───── Listed entries

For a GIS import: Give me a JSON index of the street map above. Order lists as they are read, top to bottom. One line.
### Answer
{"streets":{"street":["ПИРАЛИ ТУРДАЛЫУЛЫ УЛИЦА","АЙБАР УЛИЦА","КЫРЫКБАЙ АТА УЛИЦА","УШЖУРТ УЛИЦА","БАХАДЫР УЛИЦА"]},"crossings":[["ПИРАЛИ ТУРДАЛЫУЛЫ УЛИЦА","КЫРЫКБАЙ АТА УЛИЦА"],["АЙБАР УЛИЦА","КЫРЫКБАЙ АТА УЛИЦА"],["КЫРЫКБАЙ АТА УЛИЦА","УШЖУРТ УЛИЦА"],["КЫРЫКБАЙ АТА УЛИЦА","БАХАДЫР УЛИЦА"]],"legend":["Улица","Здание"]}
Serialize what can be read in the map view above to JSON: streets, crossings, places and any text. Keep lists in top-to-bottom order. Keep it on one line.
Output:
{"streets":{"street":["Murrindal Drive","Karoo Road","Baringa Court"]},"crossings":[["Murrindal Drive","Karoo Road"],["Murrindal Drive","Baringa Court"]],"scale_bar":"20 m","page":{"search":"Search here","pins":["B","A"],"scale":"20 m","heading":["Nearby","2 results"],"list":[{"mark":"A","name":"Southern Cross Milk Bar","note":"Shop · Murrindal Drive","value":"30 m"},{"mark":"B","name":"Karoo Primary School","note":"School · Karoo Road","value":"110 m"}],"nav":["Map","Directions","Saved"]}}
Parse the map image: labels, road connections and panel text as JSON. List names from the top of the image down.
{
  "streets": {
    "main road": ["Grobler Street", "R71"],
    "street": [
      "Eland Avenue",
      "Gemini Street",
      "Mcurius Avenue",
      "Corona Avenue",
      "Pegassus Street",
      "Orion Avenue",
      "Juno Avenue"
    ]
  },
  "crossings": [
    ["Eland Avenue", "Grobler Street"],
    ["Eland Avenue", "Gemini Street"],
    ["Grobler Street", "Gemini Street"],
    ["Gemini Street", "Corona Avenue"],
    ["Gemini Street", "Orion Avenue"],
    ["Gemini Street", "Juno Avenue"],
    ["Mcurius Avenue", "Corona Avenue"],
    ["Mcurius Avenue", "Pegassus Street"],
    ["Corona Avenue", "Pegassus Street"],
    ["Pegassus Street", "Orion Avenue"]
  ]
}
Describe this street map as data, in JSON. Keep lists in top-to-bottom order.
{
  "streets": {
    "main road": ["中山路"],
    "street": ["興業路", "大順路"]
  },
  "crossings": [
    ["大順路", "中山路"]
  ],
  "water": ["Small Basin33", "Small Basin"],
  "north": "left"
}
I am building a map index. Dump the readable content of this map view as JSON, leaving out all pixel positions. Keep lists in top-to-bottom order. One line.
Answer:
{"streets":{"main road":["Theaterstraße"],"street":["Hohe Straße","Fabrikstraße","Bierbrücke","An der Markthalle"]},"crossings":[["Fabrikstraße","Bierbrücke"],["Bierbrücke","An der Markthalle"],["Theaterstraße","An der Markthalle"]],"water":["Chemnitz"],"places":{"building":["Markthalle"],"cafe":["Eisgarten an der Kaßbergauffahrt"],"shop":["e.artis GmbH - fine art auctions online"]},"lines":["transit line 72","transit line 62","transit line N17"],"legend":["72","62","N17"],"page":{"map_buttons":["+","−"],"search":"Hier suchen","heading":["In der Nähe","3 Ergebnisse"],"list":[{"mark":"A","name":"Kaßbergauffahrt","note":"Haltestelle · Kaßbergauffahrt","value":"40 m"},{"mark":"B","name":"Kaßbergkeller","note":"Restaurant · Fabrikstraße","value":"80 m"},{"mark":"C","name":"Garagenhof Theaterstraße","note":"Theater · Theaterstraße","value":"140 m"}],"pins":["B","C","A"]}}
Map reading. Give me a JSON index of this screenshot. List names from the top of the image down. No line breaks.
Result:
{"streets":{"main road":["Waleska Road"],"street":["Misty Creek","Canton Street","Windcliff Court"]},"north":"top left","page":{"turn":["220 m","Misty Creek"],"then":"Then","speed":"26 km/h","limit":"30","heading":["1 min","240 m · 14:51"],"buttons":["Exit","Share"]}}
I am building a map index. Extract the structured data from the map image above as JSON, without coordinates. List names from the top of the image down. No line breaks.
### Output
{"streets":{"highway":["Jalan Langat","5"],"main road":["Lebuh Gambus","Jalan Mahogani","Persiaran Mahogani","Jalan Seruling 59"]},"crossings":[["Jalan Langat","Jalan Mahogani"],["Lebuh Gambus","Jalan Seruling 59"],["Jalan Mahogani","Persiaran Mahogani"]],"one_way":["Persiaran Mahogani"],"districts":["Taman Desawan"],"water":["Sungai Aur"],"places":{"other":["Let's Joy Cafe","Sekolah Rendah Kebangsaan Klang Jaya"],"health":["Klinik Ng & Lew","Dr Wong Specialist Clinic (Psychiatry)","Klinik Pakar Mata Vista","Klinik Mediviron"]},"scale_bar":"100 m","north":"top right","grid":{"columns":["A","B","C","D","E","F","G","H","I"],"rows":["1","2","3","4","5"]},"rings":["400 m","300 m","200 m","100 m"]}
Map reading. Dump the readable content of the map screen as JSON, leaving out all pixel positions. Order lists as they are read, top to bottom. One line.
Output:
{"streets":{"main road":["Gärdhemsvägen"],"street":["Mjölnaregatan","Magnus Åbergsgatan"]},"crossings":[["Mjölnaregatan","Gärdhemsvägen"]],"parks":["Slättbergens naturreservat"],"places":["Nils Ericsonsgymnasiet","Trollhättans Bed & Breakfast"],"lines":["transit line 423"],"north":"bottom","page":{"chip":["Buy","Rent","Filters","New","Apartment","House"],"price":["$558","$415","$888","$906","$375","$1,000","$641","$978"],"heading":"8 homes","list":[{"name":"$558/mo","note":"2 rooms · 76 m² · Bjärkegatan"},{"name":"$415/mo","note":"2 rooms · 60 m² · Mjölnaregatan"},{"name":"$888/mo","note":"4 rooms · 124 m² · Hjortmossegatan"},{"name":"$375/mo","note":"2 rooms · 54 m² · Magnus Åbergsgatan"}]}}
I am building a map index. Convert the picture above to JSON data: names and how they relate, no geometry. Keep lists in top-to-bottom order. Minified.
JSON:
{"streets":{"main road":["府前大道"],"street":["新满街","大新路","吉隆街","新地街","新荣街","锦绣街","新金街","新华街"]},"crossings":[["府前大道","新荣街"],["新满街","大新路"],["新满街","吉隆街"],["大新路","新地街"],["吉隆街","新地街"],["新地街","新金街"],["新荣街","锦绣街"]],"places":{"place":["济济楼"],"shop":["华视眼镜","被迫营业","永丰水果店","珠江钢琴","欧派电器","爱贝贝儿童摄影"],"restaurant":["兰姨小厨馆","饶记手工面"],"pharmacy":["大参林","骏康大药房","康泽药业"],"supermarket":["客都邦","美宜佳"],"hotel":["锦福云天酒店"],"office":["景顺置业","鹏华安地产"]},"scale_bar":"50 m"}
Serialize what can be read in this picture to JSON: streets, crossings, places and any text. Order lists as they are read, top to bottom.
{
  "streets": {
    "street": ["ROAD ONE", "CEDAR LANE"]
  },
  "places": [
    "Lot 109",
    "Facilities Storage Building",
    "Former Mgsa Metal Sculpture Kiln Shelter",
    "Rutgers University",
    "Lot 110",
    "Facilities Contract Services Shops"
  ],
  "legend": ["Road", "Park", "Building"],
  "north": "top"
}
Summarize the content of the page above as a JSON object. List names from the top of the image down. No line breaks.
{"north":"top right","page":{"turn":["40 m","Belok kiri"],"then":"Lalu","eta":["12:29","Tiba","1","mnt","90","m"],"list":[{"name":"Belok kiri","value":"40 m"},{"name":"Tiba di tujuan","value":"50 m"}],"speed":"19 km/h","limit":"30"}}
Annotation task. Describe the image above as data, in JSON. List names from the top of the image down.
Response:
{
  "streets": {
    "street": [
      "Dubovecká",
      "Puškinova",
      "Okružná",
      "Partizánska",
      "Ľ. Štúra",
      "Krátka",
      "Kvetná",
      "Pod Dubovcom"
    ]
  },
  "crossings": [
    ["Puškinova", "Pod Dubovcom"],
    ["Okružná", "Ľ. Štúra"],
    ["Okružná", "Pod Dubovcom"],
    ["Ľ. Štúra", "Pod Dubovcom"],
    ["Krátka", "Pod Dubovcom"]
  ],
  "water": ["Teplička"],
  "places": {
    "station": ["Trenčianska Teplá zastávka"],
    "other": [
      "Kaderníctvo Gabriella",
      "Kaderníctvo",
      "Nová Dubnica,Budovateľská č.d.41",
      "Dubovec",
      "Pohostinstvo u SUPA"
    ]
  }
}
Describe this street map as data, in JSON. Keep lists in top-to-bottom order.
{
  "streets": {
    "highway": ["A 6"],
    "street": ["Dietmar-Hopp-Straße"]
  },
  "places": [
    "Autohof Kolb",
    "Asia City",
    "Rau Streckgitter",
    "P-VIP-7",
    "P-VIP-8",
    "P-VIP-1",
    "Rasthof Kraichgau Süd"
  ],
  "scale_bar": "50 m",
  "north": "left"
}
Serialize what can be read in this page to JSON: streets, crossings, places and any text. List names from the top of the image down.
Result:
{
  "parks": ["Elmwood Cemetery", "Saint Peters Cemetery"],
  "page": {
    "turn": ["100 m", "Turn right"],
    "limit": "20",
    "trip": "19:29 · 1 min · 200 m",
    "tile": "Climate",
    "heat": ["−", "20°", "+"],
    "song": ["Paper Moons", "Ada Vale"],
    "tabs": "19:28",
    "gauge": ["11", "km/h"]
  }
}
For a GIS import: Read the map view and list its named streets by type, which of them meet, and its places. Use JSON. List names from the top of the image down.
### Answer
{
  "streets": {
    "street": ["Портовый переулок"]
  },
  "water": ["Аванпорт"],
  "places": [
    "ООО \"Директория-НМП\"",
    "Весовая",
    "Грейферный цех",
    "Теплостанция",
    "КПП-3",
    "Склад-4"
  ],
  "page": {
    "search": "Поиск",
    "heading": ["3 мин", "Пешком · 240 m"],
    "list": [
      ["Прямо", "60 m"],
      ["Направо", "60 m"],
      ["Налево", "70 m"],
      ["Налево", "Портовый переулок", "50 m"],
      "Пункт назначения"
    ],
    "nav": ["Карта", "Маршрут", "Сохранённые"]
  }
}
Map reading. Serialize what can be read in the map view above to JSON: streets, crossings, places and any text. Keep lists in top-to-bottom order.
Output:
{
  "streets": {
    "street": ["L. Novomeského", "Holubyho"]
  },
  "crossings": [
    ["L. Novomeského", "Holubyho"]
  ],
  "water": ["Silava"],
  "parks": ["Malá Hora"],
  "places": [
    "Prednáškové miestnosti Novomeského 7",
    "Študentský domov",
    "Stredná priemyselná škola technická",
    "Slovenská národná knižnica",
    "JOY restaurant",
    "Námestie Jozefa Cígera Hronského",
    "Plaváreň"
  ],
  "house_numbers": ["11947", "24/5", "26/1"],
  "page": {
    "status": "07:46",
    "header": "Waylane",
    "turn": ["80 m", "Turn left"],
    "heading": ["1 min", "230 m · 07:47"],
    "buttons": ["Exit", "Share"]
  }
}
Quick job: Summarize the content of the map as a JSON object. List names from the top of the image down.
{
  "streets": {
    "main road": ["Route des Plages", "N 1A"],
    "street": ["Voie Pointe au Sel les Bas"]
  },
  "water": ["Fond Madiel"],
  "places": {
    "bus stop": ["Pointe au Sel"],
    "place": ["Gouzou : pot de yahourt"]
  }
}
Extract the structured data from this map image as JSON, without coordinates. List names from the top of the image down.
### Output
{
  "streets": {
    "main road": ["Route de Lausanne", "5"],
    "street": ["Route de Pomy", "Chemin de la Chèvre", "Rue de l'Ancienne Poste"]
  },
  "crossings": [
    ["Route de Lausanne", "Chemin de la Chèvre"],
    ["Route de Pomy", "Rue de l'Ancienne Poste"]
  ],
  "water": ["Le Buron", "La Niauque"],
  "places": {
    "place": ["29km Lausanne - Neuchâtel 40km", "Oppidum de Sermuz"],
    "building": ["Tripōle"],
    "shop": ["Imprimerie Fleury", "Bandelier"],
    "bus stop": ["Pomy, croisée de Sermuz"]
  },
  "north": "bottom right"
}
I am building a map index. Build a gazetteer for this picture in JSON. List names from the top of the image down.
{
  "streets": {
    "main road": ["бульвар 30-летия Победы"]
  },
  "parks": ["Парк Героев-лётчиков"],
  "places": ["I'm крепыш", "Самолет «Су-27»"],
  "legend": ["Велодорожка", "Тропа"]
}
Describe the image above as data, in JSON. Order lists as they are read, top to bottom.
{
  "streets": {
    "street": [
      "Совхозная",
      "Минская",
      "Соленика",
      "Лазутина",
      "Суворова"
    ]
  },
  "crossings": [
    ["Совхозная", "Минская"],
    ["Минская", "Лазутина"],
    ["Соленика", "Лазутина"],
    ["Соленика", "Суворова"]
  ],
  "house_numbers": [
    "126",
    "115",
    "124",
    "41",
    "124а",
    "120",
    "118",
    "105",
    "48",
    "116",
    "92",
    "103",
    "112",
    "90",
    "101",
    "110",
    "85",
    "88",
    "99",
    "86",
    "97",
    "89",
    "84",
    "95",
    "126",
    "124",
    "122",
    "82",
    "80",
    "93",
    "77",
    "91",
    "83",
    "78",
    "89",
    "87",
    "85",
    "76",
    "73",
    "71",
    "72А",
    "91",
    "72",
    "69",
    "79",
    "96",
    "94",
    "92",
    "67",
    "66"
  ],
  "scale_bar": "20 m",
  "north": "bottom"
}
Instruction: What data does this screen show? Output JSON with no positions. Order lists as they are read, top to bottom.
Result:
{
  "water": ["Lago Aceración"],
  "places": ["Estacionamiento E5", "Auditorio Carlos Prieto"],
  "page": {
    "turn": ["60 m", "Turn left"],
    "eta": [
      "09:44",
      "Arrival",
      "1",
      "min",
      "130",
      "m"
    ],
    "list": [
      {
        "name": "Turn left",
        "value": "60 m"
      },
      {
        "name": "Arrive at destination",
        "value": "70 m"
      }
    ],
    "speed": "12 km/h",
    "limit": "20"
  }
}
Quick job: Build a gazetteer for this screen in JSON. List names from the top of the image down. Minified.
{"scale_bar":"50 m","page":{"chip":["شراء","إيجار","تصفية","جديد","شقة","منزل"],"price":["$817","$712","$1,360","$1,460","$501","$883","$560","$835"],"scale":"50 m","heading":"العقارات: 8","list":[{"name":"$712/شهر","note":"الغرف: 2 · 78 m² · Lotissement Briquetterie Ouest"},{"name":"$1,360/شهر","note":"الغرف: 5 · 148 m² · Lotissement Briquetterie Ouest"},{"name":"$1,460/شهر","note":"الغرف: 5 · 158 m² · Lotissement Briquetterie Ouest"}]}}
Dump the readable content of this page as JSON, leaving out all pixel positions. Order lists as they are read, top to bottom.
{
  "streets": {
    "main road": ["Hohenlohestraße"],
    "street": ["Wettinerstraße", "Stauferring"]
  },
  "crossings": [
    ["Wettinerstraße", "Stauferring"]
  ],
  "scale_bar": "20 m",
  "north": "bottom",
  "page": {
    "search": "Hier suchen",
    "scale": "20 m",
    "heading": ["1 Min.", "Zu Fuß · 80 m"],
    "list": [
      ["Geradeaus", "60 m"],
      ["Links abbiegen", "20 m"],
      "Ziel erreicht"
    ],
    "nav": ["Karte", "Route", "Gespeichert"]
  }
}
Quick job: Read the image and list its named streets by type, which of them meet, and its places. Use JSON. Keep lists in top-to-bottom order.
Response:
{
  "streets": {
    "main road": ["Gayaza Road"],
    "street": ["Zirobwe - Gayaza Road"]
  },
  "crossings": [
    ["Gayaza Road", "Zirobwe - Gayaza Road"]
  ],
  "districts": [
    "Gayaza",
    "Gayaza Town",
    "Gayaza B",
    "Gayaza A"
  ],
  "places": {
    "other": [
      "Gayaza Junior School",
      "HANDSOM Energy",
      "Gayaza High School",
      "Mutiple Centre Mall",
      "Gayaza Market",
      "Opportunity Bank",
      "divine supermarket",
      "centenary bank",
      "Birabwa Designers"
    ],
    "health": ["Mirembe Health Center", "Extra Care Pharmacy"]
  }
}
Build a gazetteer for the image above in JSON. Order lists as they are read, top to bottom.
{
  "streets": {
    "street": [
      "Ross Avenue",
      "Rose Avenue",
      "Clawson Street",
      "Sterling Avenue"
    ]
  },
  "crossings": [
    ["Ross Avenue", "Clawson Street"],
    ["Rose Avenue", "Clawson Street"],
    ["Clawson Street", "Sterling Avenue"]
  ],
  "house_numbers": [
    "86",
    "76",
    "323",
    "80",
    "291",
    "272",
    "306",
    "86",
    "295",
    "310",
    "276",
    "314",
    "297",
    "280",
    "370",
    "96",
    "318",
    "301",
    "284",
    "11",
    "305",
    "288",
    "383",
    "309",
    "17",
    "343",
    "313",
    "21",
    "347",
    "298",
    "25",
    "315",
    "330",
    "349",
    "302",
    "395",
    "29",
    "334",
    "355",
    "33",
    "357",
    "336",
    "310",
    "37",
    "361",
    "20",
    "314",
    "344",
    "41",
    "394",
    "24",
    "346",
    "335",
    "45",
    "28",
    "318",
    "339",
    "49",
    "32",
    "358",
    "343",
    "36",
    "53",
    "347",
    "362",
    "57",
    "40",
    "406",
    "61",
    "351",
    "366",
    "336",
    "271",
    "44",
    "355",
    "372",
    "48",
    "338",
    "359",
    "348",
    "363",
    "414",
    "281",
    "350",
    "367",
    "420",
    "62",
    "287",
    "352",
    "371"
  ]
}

──────────

** What the task requires **
Among the lines of the data, identify those with the word "reading". Copy each of them.

** Answer space **
Map reading. Give me a JSON index of this screenshot. List names from the top of the image down. No line breaks.
Map reading. Dump the readable content of the map screen as JSON, leaving out all pixel positions. Order lists as they are read, top to bottom. One line.
Map reading. Serialize what can be read in the map view above to JSON: streets, crossings, places and any text. Keep lists in top-to-bottom order.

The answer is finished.